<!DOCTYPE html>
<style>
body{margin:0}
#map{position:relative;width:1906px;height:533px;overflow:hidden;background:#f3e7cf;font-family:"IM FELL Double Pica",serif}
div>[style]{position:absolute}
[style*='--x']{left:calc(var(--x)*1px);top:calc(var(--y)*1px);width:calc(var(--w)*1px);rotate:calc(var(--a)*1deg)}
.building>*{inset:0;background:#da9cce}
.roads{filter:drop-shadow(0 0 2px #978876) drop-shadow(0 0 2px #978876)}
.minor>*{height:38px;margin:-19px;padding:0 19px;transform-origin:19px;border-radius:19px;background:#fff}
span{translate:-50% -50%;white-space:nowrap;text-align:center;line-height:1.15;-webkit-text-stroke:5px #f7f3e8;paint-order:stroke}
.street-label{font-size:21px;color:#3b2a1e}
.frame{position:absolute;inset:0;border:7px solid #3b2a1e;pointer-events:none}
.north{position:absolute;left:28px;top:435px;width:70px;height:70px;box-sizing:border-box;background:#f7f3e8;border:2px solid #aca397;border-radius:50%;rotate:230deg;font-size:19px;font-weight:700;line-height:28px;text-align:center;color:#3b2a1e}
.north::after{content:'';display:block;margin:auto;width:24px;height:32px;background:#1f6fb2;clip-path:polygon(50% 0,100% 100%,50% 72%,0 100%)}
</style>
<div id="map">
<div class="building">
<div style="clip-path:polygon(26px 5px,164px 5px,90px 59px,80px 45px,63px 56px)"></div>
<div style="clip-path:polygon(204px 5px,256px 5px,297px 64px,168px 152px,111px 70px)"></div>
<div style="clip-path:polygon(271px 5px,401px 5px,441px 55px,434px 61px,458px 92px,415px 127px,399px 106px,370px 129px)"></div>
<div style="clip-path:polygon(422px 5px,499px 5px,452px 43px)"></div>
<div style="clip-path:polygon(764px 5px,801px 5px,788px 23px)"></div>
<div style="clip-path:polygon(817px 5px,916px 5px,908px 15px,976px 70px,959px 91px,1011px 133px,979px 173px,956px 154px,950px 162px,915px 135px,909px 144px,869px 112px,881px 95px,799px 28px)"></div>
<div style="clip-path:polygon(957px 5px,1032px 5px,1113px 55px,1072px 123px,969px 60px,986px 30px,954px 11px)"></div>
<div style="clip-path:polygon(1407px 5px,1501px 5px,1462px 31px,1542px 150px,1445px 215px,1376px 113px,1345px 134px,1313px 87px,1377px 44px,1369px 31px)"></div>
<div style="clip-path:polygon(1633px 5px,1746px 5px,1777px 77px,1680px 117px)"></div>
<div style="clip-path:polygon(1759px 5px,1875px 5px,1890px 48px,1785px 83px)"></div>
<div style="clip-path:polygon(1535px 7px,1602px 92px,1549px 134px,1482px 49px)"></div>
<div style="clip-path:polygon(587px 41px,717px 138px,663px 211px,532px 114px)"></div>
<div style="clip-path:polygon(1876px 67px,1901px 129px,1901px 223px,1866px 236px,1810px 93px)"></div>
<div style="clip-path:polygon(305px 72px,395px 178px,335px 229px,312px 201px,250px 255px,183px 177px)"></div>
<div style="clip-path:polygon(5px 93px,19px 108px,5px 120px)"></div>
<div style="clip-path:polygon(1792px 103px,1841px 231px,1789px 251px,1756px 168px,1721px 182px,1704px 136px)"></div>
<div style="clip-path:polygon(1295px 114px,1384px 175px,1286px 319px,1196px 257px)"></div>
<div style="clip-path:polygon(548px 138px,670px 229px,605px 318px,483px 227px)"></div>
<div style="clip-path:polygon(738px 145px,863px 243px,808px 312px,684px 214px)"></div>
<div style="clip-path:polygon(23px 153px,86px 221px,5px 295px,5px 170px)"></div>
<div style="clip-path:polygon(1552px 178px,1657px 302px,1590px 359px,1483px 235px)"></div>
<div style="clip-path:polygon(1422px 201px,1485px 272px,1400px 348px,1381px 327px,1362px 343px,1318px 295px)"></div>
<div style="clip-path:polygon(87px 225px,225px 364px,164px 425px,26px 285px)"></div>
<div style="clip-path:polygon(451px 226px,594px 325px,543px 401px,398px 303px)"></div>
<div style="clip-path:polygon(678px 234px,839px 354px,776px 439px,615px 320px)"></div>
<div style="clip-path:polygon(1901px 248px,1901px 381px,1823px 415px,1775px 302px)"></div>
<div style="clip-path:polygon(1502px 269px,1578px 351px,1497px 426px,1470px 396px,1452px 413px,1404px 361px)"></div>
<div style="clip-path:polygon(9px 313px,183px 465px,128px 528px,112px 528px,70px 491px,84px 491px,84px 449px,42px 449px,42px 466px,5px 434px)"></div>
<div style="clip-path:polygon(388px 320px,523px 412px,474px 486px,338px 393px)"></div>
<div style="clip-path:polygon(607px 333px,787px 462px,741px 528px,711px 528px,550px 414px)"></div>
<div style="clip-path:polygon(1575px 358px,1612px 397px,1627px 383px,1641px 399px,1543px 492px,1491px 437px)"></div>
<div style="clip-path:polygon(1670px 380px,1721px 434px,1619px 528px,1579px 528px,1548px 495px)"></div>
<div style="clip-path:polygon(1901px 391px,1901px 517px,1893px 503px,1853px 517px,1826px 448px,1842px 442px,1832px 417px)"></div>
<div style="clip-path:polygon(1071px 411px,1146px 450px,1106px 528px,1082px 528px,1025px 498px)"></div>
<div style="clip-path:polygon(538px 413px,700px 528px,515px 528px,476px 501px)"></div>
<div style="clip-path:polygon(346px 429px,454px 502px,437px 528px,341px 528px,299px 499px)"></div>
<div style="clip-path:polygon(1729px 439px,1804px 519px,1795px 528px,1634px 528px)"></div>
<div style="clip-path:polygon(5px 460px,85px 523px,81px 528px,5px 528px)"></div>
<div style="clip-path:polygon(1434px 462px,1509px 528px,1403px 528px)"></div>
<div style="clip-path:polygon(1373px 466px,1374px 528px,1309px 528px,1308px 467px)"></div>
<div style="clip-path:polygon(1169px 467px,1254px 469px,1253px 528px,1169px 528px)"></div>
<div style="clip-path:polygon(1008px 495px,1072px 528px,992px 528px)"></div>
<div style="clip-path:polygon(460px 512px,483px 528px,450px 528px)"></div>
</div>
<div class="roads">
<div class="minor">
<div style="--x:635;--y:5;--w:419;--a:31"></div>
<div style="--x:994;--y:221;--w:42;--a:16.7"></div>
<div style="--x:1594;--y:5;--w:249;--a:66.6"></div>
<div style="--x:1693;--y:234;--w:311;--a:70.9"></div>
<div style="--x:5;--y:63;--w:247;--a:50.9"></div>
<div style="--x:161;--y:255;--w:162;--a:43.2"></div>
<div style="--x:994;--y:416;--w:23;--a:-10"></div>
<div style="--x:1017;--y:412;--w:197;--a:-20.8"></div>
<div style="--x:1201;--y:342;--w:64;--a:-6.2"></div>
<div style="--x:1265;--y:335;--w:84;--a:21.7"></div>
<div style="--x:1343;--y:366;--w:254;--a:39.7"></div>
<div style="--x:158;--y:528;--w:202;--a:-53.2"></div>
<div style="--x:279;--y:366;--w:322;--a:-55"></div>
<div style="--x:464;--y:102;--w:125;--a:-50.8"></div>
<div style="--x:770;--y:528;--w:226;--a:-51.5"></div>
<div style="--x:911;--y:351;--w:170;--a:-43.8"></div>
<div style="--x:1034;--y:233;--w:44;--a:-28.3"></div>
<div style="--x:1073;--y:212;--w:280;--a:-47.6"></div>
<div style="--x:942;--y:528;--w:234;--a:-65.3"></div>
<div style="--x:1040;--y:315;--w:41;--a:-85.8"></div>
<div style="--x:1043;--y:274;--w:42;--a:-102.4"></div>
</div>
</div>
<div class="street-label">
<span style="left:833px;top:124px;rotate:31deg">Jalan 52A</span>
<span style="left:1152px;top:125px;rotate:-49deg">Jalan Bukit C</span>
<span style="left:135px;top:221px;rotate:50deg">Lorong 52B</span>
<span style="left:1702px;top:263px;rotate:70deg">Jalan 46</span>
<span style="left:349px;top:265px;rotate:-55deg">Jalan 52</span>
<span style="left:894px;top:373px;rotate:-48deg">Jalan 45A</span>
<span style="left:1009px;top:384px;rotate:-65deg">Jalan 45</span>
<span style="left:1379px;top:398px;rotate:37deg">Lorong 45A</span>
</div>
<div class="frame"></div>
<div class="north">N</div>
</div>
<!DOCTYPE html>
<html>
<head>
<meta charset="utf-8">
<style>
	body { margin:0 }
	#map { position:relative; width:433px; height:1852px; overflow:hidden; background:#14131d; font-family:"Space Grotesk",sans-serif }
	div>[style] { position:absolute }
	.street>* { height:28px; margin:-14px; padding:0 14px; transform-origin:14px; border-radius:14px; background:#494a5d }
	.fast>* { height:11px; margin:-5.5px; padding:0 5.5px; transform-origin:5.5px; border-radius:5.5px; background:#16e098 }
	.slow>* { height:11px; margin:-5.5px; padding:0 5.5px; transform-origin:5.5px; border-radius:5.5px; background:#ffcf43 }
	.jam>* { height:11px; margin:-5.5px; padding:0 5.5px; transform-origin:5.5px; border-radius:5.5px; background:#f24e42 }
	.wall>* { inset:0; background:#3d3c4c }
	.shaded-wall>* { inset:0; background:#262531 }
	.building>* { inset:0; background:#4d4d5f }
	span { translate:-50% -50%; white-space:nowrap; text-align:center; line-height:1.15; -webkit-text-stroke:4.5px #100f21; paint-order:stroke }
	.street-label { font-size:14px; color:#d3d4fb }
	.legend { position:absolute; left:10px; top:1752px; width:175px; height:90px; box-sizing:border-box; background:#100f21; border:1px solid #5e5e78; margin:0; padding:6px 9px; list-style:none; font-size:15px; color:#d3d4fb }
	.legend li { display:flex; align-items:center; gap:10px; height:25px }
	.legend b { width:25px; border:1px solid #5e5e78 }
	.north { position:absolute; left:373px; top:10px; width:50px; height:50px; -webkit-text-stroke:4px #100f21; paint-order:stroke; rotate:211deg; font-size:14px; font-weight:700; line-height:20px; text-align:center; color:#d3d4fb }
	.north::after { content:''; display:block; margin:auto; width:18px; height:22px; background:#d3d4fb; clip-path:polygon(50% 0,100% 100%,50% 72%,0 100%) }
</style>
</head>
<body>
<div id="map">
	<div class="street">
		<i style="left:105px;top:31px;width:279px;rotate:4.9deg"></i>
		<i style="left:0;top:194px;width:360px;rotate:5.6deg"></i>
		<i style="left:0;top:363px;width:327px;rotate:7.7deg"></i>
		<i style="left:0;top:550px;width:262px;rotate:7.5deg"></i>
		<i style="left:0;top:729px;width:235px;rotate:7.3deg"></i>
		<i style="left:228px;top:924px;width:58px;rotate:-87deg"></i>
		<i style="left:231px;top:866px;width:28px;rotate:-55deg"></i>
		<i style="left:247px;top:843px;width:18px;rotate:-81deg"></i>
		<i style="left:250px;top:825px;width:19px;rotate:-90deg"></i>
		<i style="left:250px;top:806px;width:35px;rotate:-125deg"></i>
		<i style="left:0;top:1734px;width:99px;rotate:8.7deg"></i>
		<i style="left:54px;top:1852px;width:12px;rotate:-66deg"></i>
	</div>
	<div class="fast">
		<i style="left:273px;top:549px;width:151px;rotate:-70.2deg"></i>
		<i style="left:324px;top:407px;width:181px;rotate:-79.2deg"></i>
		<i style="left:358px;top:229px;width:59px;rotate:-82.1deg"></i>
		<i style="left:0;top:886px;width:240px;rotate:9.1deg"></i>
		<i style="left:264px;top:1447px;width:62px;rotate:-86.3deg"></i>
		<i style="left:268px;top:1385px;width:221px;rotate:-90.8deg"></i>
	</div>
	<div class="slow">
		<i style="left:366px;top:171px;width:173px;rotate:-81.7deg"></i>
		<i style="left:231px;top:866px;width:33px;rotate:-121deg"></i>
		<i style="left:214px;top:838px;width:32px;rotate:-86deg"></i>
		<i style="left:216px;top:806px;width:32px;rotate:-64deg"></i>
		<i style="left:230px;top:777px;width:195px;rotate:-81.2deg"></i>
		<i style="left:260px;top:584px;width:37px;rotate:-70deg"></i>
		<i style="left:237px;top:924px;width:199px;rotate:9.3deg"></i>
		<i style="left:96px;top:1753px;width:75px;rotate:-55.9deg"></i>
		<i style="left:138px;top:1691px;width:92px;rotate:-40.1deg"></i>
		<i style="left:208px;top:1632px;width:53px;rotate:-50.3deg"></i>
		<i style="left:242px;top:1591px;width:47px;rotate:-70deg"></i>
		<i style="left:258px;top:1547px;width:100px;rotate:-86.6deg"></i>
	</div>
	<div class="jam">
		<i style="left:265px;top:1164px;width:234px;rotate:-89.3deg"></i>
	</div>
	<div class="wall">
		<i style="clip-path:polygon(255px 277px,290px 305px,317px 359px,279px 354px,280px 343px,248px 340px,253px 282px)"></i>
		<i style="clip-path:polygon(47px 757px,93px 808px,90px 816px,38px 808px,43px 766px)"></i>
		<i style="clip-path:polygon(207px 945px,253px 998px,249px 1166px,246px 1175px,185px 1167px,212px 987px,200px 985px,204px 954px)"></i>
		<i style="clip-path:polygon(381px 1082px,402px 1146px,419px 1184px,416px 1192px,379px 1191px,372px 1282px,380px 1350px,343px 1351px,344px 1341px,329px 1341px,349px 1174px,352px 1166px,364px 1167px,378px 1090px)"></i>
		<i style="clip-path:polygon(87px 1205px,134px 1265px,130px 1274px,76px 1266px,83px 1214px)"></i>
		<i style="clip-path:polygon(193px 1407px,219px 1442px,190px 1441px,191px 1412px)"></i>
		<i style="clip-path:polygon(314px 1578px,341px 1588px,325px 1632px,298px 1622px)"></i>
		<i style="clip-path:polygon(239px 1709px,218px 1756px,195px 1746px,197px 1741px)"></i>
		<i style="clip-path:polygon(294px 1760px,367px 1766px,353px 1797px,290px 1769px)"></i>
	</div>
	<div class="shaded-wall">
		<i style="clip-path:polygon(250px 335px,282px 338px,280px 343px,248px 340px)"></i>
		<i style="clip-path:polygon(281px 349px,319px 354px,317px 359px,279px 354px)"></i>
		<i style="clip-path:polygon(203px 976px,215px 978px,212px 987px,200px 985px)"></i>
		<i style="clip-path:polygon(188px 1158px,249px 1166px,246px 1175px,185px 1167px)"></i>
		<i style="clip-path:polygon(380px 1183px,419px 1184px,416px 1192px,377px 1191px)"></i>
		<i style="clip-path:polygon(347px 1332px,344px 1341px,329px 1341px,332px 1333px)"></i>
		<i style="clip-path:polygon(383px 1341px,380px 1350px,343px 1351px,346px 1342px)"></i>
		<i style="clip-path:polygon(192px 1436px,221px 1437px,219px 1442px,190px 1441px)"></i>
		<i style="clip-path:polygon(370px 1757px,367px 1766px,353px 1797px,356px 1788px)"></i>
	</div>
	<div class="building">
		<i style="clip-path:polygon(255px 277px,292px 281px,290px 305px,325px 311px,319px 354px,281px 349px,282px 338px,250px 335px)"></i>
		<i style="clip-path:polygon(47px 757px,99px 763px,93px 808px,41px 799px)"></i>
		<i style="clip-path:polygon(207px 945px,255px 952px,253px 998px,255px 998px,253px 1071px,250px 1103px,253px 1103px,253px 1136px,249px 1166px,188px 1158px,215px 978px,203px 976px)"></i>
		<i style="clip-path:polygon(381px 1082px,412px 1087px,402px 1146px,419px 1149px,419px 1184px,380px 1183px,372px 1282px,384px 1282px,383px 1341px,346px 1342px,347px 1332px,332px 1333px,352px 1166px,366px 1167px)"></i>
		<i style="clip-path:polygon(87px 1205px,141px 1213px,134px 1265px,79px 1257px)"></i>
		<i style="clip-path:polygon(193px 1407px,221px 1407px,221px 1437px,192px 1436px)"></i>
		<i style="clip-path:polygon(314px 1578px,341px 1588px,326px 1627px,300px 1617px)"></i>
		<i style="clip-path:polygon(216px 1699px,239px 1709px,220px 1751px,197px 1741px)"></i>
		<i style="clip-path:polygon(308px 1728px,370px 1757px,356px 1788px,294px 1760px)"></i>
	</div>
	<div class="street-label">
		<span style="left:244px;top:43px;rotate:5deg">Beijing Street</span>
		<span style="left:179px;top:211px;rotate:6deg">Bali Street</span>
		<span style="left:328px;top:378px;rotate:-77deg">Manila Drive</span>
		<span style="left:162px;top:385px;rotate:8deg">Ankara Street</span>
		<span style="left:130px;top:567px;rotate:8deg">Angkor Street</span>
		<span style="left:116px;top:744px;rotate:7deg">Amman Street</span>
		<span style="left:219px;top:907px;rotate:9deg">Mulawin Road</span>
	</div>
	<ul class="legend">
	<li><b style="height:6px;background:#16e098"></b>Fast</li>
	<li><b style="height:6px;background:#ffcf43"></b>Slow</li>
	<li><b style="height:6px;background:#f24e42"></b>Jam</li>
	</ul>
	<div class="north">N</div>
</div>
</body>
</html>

▶ [Exercise]
Transcribe, word for word, the data above from its first line through the line with "2px #978876) drop-shadow(0", and include nothing else.

▶ [Result of the task]
<!DOCTYPE html>
<style>
body{margin:0}
#map{position:relative;width:1906px;height:533px;overflow:hidden;background:#f3e7cf;font-family:"IM FELL Double Pica",serif}
div>[style]{position:absolute}
[style*='--x']{left:calc(var(--x)*1px);top:calc(var(--y)*1px);width:calc(var(--w)*1px);rotate:calc(var(--a)*1deg)}
.building>*{inset:0;background:#da9cce}
.roads{filter:drop-shadow(0 0 2px #978876) drop-shadow(0 0 2px #978876)}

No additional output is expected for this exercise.